On June 25th, a Utah credit union agreed to pay $25,000 to settle such mortgage discrimination allegations. In defending itself, the credit union claimed that its mortgage insurer’s guidelines for calculating income for women on maternity leave allowed regular pay to be considered only if the women returned to work before the loan closed. Based on these guidelines, the credit union would deny or delay loan applications when a woman was on maternity leave.

In following these guidelines, HUD claimed that the credit union had violated the Fair Housing Act. “Refusing to approve a mortgage loan or provide mortgage insurance because a woman is pregnant or on family leave violates the Fair Housing Act’s prohibition against sex and familial status discrimination, which includes individuals who have or are expecting a child,” HUD stated in its press release announcing the settlement. Under the terms of the agreement, the credit union agreed to pay $10,000 to an affected borrower identified during HUD’s investigation, and $15,000 to an organization to help educate the public about fair lending requirements and obligations.

On July 1st, a week after the credit union settlement, a California mortgage lender agreed to pay $48,000 to settle similar charges. A married couple had filed a complaint with HUD claiming that the mortgage lender denied their application to refinance their home because the wife was on maternity leave. Once HUD investigated, it found that the mortgage lender had denied four other applicants, who were on maternity leave, or delayed their applications until the women returned to work. The mortgage lender agreed to pay all of these applicants and to provide fair lending training and education to its management and employees.

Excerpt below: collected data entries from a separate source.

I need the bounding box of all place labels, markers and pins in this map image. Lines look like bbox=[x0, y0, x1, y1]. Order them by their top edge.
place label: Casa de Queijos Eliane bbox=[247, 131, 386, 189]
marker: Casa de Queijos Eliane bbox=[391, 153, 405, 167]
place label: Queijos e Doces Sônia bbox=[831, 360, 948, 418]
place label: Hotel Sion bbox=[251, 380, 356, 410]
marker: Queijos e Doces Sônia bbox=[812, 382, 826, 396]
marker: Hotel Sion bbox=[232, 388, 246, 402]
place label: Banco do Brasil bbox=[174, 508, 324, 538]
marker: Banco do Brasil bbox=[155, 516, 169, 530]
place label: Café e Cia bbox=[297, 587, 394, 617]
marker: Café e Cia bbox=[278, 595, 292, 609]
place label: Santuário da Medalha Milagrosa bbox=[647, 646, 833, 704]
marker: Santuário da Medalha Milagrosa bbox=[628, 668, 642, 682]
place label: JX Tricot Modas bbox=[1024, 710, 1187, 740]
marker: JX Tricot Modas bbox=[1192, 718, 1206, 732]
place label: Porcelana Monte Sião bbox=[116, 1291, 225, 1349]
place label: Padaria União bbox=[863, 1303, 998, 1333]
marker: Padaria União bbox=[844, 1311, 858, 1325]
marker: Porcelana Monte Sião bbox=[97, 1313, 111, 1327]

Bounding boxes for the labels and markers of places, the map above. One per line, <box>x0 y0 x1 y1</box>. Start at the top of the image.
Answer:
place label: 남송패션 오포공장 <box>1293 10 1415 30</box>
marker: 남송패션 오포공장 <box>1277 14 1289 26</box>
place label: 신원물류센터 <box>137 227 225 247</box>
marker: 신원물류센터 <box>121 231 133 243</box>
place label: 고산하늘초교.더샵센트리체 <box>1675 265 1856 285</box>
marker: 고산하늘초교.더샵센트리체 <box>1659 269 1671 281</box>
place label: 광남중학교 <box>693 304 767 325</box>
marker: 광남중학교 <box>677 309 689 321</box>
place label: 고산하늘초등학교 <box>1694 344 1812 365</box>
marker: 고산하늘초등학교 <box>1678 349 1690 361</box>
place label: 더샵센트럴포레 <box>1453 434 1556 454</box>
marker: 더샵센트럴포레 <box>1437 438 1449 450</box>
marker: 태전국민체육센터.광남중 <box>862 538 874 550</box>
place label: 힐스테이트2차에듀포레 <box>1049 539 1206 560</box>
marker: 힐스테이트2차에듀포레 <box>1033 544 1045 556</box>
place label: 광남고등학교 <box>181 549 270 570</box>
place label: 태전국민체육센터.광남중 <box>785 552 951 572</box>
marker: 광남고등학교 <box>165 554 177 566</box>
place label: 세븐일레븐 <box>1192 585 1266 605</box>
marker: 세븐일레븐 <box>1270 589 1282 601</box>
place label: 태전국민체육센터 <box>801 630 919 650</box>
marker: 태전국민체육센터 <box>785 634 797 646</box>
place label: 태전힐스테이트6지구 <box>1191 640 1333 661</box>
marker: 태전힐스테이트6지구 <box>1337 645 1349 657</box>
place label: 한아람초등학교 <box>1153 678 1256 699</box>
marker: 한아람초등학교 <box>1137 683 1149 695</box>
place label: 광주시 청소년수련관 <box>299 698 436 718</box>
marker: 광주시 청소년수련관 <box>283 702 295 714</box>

These settlements follow HUD settlements with two large national banks in the past couple of years concerning the same issue. HUD clearly views protecting the rights of women (and men) on maternity (or paternity) leave a priority.

The lesson is that banks and other mortgage lenders may not assume that someone who is on maternity or paternity leave will not return to work and fail to take into account their income during such leave. In this regard, mortgage lenders should not make any statements to any loan applicant that income received on maternity or paternity laeve will not be considered.

The potential damages are one concern. But the costs of defending any such claim, and the reputational risks, are even greater concerns. Banks should ensure that they have policies and procedures in place to avoid landing in this minefield.